Non si potrebbe obbligare le banche private a prestare a imprese e cittadini almeno una parte dei soldi presi in prestito dalla Bce?
Si potrebbe, ma ciò si scontra con i principi del liberismo. Il problema è che i guadagni delle banche arrivano quasi interamente dalle attività speculative, non da quelle creditizie: è questo che bisognerebbe cambiare.

Perciò lei dice che ci vorrebbe una riforma monetaria?
Sì, proprio per questo. La finanza ha preso potere quando, nel 1971, il presidente americano Nixon abbandonò la convertibilità del dollaro con l’oro e soppresse il regime dei cambi fissi tra le monete più importanti: fu la rottura degli accordi di Bretton Woods. Il risultato è che oggi la politica è comandata dalla finanza. Prendiamo un esempio: ci sono parecchi governi che si sono dimessi perché il tasso di interesse sui titoli di stato si era alzato ad un livello considerato eccessivo dal mondo finanziario. È successo in Portogallo, in Grecia, in Italia e in Spagna. Tutto ciò accade perché gli Stati sono considerati come delle imprese che devono finanziarsi sul mercato e dal mercato possono essere essere sanzionati. A me sembra indispensabile cambiare le regole del gioco. Bisogna rimettere al centro l’idea di Keynes del bancor, una moneta internazionale basata su un paniere di monete nazionali, il che limiterebbe i rischi di deprezzamento drastico e ridurrebbe contemporaneamente la dipendenza cinese dagli Usa. Ma gli Stati Uniti non hanno mai accettato quest’idea perché per loro una moneta internazionale esiste già ed è il dollaro.
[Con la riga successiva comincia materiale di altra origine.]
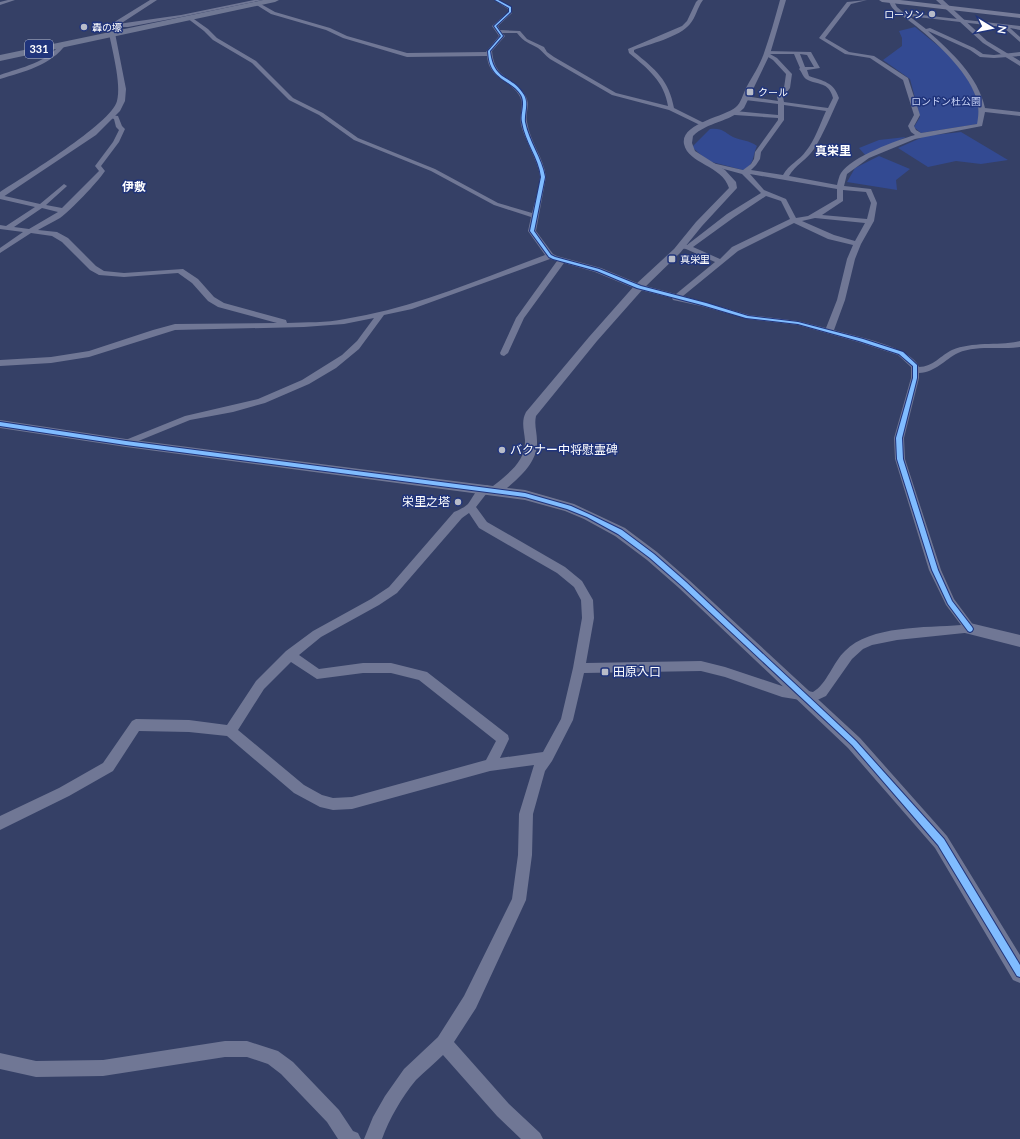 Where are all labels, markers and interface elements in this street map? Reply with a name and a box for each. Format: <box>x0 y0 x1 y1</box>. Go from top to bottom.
place label: ローソン <box>884 8 924 20</box>
north arrow <box>972 8 1012 48</box>
marker: ローソン <box>927 9 937 19</box>
place label: 轟の壕 <box>92 21 122 33</box>
marker: 轟の壕 <box>79 22 89 32</box>
text: N <box>995 25 1009 35</box>
road number: 331 <box>25 40 53 58</box>
place label: クール <box>758 86 788 98</box>
marker: クール <box>745 87 755 97</box>
park label: ロンドン杜公園 <box>911 95 981 107</box>
district label: 真栄里 <box>815 143 851 158</box>
district label: 伊敷 <box>122 179 146 194</box>
place label: 真栄里 <box>680 253 710 265</box>
marker: 真栄里 <box>667 254 677 264</box>
place label: バクナー中将慰霊碑 <box>510 442 618 457</box>
marker: バクナー中将慰霊碑 <box>497 445 507 455</box>
place label: 栄里之塔 <box>402 494 450 509</box>
marker: 栄里之塔 <box>453 497 463 507</box>
place label: 田原入口 <box>613 664 661 679</box>
marker: 田原入口 <box>600 667 610 677</box> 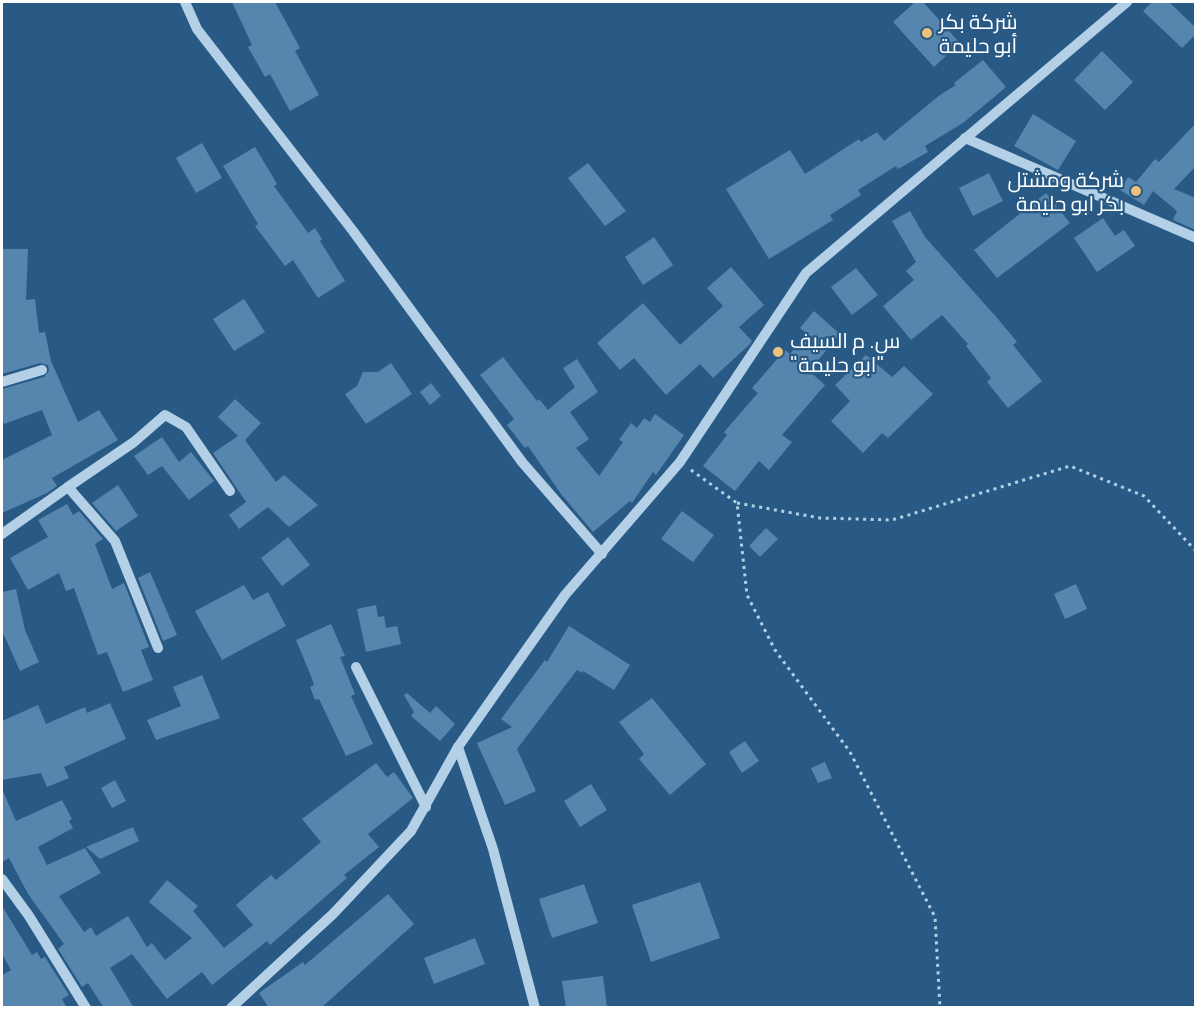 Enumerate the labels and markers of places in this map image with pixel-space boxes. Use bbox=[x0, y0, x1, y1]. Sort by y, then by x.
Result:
place label: شركة بكر أبو حليمة bbox=[938, 7, 1018, 59]
marker: شركة بكر أبو حليمة bbox=[920, 26, 934, 40]
place label: شركة ومشتل بكر ابو حليمة bbox=[1007, 165, 1124, 217]
marker: شركة ومشتل بكر ابو حليمة bbox=[1129, 184, 1143, 198]
place label: س. م السيف "ابو حليمة" bbox=[790, 326, 900, 378]
marker: س. م السيف "ابو حليمة" bbox=[771, 345, 785, 359] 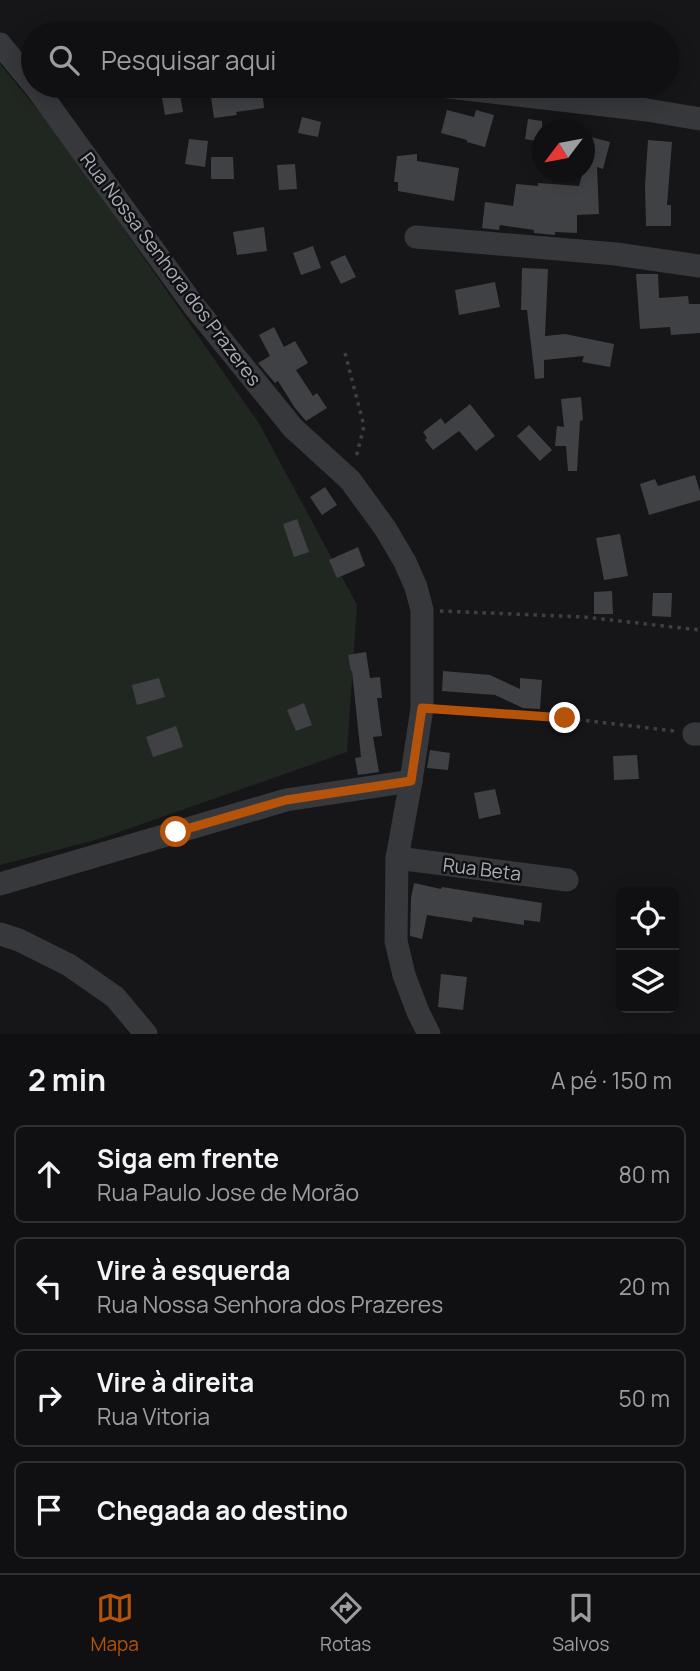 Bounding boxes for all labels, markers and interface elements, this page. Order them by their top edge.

Lei sostiene la necessità di rivoluzionare il mondo finanziario. Ma come si fa oggi a vincere un’elezione senza l’appoggio della finanza?
E’ difficile, ma non ci sono molte possibilità. O il mondo politico prende coscienza della situazione e si accorda per una nuova Bretton Woods, cioè una riforma monetaria mondiale che permetta di riprendere il controllo della finanza, oppure siamo destinati alla catastrofe.